/---
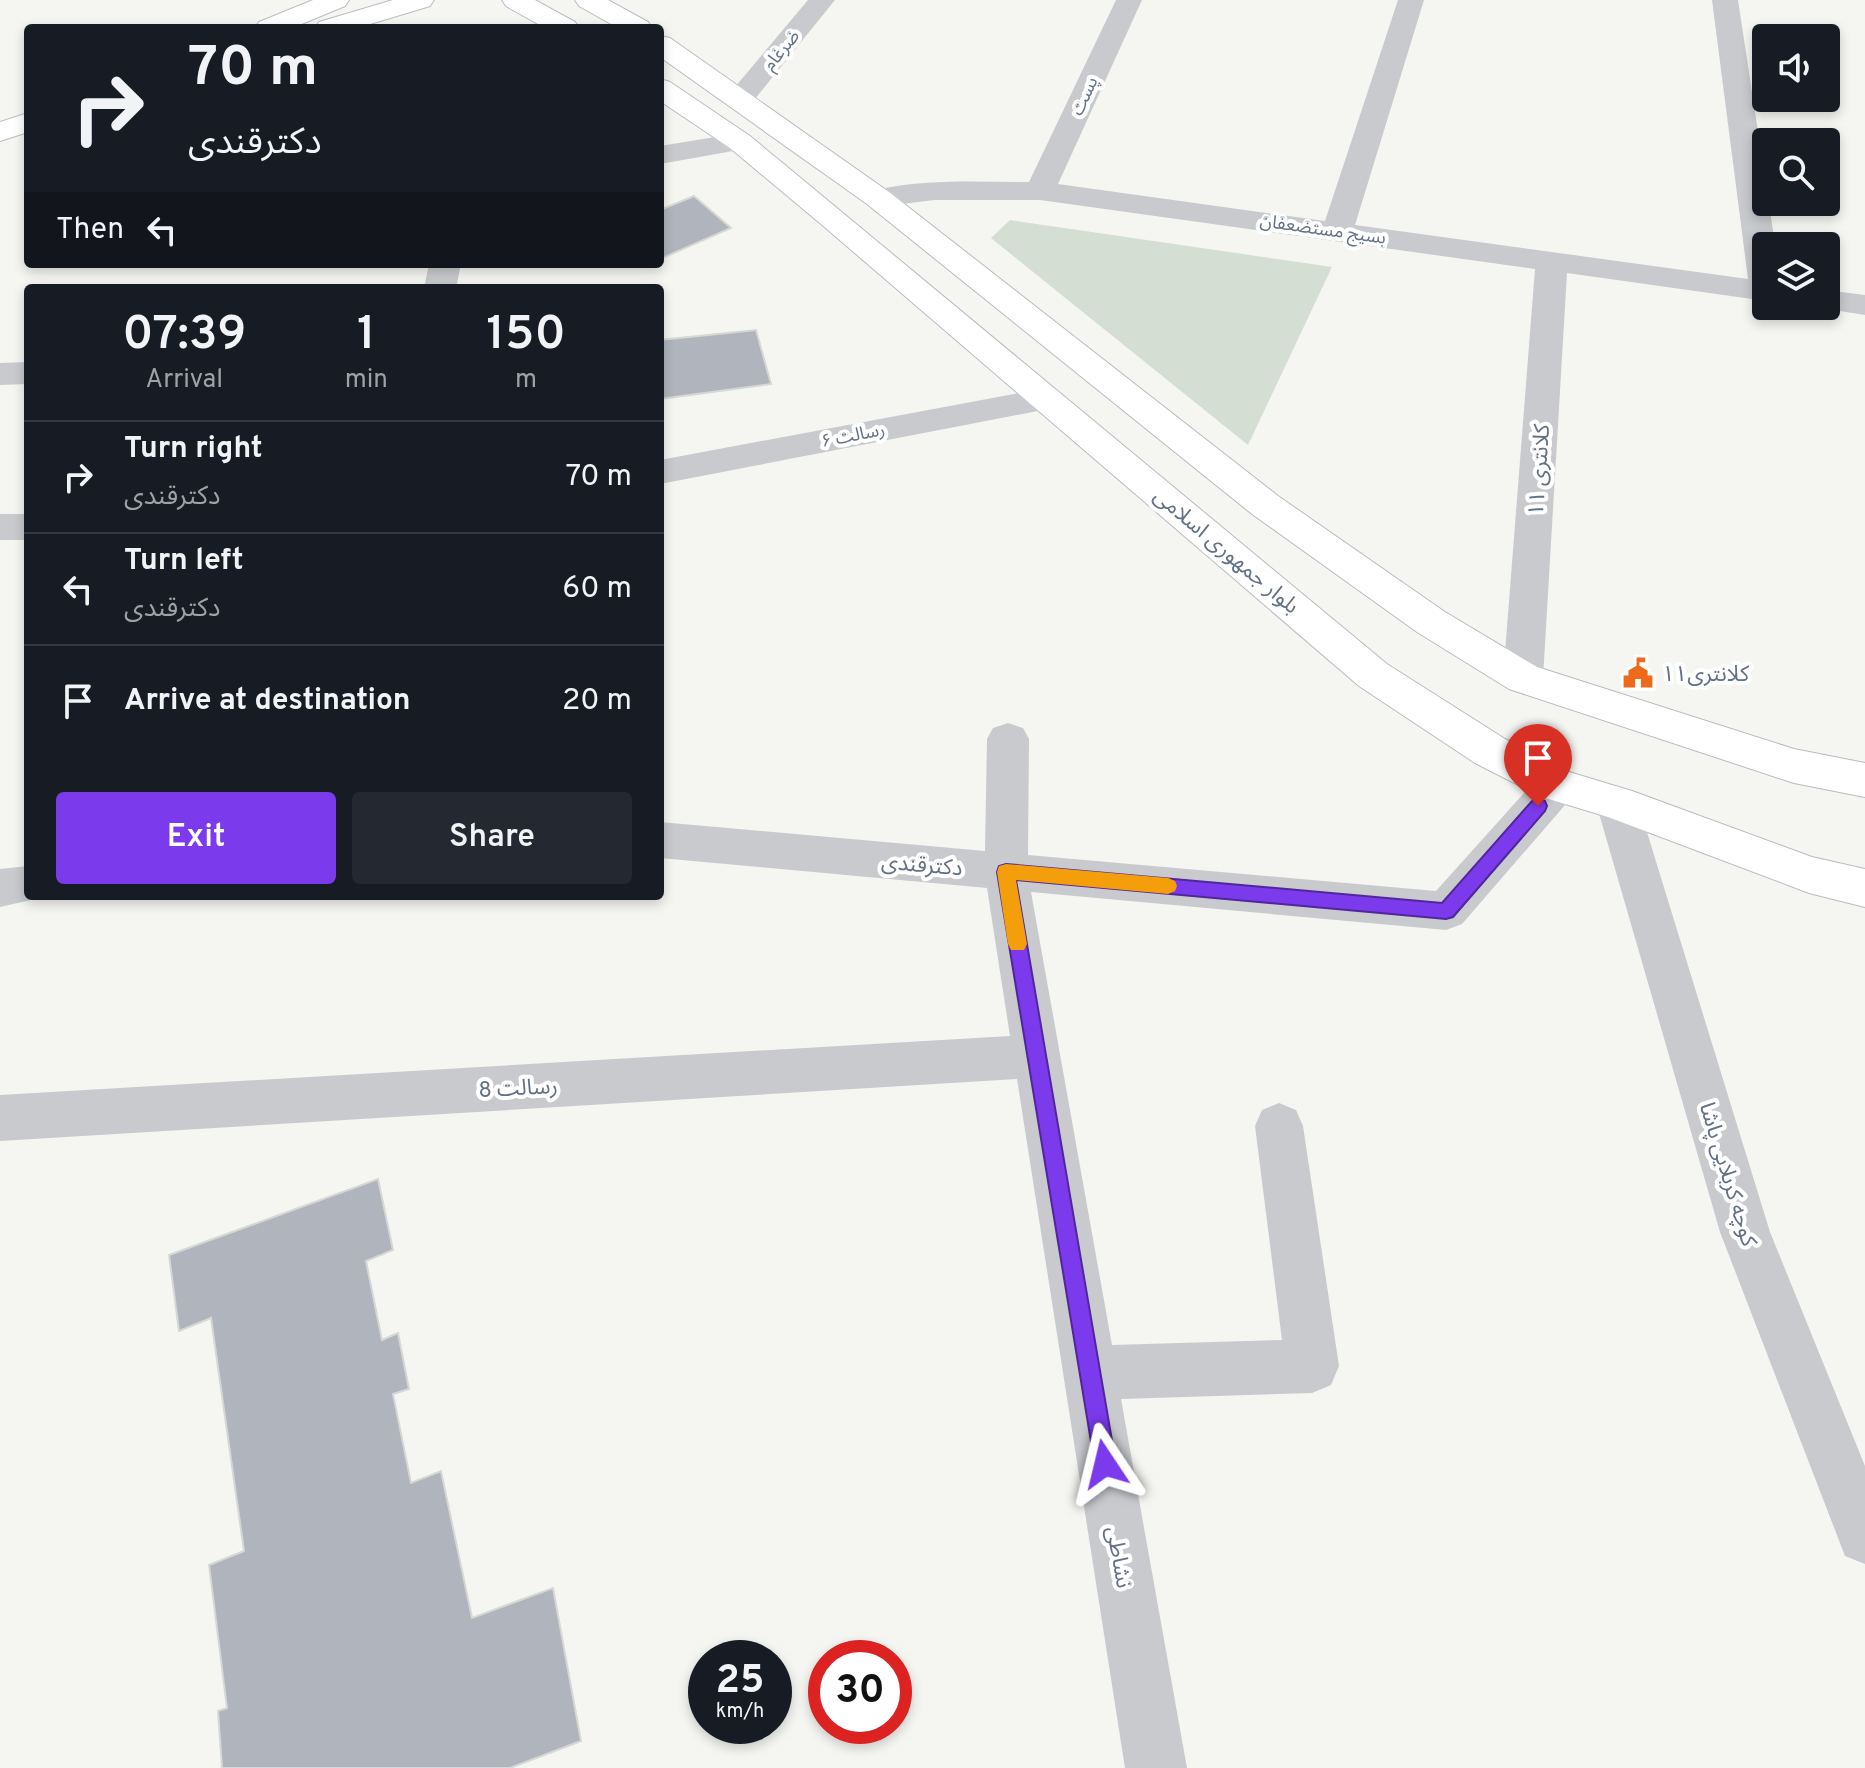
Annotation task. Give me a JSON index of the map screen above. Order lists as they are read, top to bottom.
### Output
{
  "streets": {
    "main road": ["بلوار جمهوری اسلامی"],
    "street": [
      "ضرغام",
      "پست",
      "بسیج مستضعفان",
      "رسالت ۶",
      "کلانتری ۱۱",
      "دکترقندی",
      "رسالت 8",
      "کوچه کربلایی پاشا",
      "نشاطی"
    ]
  },
  "crossings": [
    ["پست", "بسیج مستضعفان"],
    ["بسیج مستضعفان", "کلانتری ۱۱"],
    ["رسالت ۶", "بلوار جمهوری اسلامی"],
    ["بلوار جمهوری اسلامی", "دکترقندی"],
    ["بلوار جمهوری اسلامی", "کوچه کربلایی پاشا"],
    ["دکترقندی", "نشاطی"],
    ["رسالت 8", "نشاطی"]
  ],
  "places": {
    "public building": ["کلانتری۱۱"]
  },
  "page": {
    "turn": ["70 m", "دکترقندی"],
    "then": "Then",
    "eta": [
      "07:39",
      "Arrival",
      "1",
      "min",
      "150",
      "m"
    ],
    "list": [
      {
        "name": "Turn right",
        "note": "دکترقندی",
        "value": "70 m"
      },
      {
        "name": "Turn left",
        "note": "دکترقندی",
        "value": "60 m"
      },
      {
        "name": "Arrive at destination",
        "value": "20 m"
      }
    ],
    "buttons": ["Exit", "Share"],
    "speed": "25 km/h",
    "limit": "30"
  }
}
\---
**Assigned task**
Pull every line containing the word "بسیج" out of the listing.

**Finished task**
      "بسیج مستضعفان",
    ["پست", "بسیج مستضعفان"],
    ["بسیج مستضعفان", "کلانتری ۱۱"],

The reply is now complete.